Bernie Madoff should feel guilt. AIG should feel guilt and so should Chris Cox and Dick Fuld and all those other bandits. But should I feel guilty for being on vacation? After almost two weeks in South Beach, my brain cells have hunkered down and gone into hiding and even with CNBC on as background music, nothing seems to matter anymore. Let's put it this way: I'm on a grown up version of Spring Break.
In my family, vacations border on sinful, motivated as we are by a highly overrated work ethic. So when my mother called the other day asking if I felt "guilty" about my two weeks of sloth in Miami where even a trip to Walgreens is an effort, I had to think about it.
Guilty because I'm missing something in New York? Doubtful unless you love misery, cold weather and scowling faces on the streets. Am I missing work? Nope, I brought it with me virtually and instead of feeling stuck in my apartment in sweats and sweaters, here I wear my recently purchased Target matching $26 aqua blue work out shorts and sports bra.

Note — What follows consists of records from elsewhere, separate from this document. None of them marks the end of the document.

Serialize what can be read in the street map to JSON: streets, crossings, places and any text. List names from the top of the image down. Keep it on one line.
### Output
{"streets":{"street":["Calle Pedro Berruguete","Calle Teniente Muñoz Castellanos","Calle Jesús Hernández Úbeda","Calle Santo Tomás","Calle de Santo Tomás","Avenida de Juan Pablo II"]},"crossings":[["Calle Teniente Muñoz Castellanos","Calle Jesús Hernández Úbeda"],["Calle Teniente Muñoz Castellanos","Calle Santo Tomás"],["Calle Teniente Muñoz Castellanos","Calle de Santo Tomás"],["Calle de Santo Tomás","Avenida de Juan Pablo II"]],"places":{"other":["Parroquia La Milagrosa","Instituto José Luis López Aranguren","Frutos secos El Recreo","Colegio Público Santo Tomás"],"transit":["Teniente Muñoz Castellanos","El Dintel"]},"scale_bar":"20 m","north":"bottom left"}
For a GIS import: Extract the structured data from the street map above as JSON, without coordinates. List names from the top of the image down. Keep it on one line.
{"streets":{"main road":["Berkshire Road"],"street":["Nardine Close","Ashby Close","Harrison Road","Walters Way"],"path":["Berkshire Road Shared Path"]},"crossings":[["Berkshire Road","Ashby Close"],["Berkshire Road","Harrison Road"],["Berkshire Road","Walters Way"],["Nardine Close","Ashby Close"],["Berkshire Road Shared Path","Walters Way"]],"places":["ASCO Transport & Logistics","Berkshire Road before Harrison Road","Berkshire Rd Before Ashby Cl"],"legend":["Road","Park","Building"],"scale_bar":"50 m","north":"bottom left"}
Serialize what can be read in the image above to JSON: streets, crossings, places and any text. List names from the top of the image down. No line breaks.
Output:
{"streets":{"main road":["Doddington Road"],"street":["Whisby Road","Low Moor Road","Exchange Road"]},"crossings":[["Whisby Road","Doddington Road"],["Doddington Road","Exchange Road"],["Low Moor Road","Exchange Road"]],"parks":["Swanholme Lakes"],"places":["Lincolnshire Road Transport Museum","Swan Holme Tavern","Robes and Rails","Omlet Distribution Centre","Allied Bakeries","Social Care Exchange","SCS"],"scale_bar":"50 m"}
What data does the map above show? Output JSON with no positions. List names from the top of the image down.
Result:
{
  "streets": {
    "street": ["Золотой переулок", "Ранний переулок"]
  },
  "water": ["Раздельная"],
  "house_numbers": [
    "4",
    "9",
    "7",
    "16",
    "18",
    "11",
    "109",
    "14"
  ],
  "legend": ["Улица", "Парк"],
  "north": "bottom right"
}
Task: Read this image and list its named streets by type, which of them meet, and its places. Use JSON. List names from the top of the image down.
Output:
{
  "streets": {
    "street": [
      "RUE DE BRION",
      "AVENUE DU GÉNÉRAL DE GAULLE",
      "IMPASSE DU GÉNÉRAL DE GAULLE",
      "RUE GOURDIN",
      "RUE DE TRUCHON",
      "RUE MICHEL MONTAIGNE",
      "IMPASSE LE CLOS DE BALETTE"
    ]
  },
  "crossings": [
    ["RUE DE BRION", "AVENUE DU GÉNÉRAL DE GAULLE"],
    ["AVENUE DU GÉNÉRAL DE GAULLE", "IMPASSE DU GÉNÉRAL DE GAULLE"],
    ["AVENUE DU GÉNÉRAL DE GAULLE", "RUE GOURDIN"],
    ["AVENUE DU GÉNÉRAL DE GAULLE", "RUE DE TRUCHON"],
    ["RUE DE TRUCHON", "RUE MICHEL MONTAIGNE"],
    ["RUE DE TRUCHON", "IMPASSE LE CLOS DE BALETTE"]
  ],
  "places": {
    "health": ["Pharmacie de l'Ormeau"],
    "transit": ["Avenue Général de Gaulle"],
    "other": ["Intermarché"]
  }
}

Every morning I trot one block to the park and meet Victoria's Secret trainer-to-the-models, Julian Machuca, and for one hour in the gorgeous weather, he makes me sweat like a little piglet as I run up and down the stadium stairs and do dips and squats, while we focus totally on me, my body and my attitude. Yes, this is seriously painful and though I'll never be on a runway, my brain is not worrying about my next project and I'm outside in the sunshine. Should I feel guilty about getting into good shape instead of sitting in my bed eating boxes of Dots and Raisinets?
I spend hours in the park with Frito and Minnie talking to other dog owners about Pedro and Max and Ozzie and Petunia; their names and issues are now more important to me than whether Tim and Ben are dealing with sub prime mortgages. Not my problem and you're the ones getting paid the big bucks to figure it out.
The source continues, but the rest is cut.